▶ _RECORDS SHOWN_:
____________

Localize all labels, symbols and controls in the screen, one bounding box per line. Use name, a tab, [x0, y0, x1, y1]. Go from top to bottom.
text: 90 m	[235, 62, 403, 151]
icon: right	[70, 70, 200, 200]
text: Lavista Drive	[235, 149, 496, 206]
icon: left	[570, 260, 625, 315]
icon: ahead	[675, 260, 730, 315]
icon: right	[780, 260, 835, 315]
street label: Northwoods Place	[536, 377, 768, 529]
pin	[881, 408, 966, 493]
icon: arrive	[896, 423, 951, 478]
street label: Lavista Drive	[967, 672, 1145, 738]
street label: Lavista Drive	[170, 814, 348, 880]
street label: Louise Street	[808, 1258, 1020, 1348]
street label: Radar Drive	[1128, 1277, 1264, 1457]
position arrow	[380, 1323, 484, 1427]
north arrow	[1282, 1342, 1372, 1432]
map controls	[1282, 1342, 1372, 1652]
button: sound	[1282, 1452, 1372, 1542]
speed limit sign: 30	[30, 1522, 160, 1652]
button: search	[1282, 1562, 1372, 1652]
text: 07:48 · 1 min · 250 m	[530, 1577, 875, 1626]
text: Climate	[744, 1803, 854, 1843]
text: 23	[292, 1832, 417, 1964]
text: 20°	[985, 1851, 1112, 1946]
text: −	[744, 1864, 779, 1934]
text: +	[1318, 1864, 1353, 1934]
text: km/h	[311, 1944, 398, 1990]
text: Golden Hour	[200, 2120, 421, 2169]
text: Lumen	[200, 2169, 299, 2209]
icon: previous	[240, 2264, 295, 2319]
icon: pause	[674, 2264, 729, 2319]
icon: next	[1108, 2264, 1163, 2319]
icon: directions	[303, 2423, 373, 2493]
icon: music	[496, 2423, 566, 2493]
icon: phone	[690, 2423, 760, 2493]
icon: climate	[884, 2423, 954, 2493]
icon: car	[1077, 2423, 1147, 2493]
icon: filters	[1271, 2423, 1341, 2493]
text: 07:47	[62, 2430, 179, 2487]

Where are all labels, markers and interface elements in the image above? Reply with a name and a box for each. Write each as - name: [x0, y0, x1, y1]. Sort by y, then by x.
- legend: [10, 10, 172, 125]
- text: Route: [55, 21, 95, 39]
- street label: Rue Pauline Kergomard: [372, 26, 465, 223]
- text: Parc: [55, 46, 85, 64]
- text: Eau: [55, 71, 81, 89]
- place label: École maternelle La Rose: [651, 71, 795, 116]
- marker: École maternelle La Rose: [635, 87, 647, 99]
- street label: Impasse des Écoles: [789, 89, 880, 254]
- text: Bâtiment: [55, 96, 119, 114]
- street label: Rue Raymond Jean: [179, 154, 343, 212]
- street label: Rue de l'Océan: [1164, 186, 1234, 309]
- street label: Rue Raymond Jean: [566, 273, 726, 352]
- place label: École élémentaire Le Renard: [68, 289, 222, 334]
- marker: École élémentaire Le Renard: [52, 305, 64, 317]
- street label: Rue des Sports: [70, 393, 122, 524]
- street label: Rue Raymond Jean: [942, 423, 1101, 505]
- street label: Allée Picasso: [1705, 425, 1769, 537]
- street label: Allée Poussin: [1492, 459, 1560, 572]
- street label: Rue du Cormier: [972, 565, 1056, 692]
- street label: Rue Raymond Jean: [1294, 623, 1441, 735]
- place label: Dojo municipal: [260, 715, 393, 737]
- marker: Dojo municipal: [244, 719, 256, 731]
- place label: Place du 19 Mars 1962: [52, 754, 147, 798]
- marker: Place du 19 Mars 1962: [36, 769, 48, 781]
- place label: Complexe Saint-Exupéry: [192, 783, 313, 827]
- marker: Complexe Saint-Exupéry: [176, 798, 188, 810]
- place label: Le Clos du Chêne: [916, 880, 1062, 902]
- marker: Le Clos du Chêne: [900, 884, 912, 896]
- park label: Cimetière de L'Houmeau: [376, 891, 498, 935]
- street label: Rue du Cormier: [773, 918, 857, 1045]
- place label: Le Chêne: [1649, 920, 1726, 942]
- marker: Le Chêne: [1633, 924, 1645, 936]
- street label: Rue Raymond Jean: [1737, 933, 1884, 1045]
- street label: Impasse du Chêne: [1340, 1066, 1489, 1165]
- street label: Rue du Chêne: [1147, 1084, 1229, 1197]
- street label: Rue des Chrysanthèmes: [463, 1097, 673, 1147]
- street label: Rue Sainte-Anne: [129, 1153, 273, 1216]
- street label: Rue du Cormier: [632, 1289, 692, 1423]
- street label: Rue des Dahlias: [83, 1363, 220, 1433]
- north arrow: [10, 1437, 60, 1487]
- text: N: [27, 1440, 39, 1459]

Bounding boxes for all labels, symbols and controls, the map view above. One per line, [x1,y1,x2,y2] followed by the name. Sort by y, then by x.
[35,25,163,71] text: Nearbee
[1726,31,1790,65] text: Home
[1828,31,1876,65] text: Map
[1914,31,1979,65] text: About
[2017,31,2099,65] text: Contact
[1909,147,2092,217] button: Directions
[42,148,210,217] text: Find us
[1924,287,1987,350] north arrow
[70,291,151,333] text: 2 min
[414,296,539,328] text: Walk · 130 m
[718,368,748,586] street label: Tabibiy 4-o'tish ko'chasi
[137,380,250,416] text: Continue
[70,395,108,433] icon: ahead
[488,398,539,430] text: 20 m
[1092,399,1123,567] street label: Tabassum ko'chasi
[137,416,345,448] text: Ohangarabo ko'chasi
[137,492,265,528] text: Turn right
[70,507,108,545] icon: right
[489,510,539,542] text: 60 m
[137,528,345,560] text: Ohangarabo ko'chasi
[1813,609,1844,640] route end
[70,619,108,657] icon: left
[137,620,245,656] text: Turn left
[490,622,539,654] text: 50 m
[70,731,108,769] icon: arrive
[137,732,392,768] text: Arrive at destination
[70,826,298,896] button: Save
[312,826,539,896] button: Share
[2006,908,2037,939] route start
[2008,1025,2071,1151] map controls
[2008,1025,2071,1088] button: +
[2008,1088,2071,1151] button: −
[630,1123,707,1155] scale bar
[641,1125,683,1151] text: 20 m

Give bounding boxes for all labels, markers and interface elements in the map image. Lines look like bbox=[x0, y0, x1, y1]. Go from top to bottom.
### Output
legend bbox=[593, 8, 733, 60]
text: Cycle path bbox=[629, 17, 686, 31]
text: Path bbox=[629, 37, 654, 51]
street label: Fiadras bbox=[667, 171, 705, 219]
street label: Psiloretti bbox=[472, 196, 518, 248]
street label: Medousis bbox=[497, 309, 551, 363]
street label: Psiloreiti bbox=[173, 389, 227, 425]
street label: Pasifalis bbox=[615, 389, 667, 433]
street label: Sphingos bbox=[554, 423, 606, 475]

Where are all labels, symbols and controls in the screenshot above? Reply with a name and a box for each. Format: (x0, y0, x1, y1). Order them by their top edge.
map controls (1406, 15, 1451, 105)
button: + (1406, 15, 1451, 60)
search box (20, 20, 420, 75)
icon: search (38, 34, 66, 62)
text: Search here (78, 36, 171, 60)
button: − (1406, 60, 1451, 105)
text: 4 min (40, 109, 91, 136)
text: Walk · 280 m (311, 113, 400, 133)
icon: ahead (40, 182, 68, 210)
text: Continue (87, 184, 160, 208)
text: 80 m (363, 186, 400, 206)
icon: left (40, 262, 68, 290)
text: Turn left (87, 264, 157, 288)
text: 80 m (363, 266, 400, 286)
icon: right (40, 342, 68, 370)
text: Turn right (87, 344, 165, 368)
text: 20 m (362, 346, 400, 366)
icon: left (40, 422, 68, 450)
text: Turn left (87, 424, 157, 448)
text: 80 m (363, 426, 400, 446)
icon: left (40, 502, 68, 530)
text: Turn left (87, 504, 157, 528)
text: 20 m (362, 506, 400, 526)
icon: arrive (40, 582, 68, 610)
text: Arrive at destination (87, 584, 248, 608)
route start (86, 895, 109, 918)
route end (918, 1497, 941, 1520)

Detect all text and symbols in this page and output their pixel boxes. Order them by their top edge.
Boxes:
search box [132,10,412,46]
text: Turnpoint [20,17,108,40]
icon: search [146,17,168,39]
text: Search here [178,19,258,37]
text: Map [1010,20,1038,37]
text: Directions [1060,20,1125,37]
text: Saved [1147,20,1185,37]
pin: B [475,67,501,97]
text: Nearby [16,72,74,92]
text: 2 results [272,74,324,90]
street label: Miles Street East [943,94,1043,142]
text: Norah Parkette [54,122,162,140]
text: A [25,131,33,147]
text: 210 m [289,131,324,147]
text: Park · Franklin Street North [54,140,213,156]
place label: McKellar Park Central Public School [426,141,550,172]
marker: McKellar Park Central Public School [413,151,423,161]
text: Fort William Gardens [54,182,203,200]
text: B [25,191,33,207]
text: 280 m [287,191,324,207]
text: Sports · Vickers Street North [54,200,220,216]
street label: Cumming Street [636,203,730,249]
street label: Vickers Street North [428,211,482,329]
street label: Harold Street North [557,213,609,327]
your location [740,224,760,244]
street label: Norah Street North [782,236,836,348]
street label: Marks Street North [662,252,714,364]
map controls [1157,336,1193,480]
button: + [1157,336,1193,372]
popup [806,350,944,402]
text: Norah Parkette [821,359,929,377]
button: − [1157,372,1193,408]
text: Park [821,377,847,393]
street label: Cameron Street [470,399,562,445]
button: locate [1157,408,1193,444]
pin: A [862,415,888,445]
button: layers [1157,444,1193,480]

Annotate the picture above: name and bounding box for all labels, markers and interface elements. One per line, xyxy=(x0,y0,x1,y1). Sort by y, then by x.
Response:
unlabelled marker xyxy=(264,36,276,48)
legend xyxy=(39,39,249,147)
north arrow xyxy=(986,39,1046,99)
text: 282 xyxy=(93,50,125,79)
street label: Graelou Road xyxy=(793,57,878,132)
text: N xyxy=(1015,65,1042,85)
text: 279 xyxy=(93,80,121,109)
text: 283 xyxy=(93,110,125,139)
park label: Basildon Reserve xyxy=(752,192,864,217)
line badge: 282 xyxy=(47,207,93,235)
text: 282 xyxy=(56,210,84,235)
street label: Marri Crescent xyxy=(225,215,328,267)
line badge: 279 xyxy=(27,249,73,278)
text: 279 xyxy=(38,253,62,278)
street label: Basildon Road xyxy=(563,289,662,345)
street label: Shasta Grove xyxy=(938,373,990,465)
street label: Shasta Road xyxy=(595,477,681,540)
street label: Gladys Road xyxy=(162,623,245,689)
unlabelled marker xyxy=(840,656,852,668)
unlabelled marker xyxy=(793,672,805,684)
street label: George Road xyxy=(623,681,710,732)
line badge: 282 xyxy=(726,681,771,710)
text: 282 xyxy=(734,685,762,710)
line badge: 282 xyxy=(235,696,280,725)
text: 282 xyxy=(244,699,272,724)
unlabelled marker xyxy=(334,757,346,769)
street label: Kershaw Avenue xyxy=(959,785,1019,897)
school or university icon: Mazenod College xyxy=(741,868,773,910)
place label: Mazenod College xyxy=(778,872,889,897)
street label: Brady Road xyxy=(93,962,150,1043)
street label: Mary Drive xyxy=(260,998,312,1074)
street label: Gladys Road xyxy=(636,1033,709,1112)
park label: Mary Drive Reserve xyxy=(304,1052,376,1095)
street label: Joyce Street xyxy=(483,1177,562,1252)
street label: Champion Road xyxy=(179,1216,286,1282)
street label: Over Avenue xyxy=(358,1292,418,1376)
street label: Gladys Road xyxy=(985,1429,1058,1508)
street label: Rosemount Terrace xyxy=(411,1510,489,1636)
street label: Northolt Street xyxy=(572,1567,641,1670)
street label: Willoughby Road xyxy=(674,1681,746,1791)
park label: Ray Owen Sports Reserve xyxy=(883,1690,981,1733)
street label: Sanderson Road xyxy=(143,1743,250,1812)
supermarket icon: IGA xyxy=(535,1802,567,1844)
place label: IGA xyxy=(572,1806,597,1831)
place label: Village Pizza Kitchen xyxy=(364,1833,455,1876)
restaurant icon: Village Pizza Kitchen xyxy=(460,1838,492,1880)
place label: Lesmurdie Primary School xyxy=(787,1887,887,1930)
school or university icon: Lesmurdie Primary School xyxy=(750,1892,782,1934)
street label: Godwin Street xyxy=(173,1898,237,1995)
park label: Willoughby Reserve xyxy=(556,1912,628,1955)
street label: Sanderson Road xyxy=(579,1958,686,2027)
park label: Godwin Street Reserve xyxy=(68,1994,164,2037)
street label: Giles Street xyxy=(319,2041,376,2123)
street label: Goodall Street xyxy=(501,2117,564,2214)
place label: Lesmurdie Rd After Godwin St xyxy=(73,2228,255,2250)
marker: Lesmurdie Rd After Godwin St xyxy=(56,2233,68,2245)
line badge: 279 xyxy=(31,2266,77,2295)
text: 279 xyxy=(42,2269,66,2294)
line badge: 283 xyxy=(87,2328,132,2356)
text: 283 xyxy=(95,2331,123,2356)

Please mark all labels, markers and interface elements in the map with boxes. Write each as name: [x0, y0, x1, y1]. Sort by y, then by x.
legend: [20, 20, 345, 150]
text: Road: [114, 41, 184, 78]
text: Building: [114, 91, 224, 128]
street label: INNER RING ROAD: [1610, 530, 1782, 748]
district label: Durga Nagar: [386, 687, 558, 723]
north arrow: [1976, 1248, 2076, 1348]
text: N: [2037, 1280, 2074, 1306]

____________

▶ _THE TASK_: Of the lines above, extract only those from the line with "Detect all text" to the line with "Annotate the picture", both included, exactly as written.

▶ _PROBLEM SOLUTION_:
Detect all text and symbols in this page and output their pixel boxes. Order them by their top edge.
Boxes:
search box [132,10,412,46]
text: Turnpoint [20,17,108,40]
icon: search [146,17,168,39]
text: Search here [178,19,258,37]
text: Map [1010,20,1038,37]
text: Directions [1060,20,1125,37]
text: Saved [1147,20,1185,37]
pin: B [475,67,501,97]
text: Nearby [16,72,74,92]
text: 2 results [272,74,324,90]
street label: Miles Street East [943,94,1043,142]
text: Norah Parkette [54,122,162,140]
text: A [25,131,33,147]
text: 210 m [289,131,324,147]
text: Park · Franklin Street North [54,140,213,156]
place label: McKellar Park Central Public School [426,141,550,172]
marker: McKellar Park Central Public School [413,151,423,161]
text: Fort William Gardens [54,182,203,200]
text: B [25,191,33,207]
text: 280 m [287,191,324,207]
text: Sports · Vickers Street North [54,200,220,216]
street label: Cumming Street [636,203,730,249]
street label: Vickers Street North [428,211,482,329]
street label: Harold Street North [557,213,609,327]
your location [740,224,760,244]
street label: Norah Street North [782,236,836,348]
street label: Marks Street North [662,252,714,364]
map controls [1157,336,1193,480]
button: + [1157,336,1193,372]
popup [806,350,944,402]
text: Norah Parkette [821,359,929,377]
button: − [1157,372,1193,408]
text: Park [821,377,847,393]
street label: Cameron Street [470,399,562,445]
button: locate [1157,408,1193,444]
pin: A [862,415,888,445]
button: layers [1157,444,1193,480]

Annotate the picture above: name and bounding box for all labels, markers and interface elements. One per line, xyxy=(x0,y0,x1,y1). Sort by y, then by x.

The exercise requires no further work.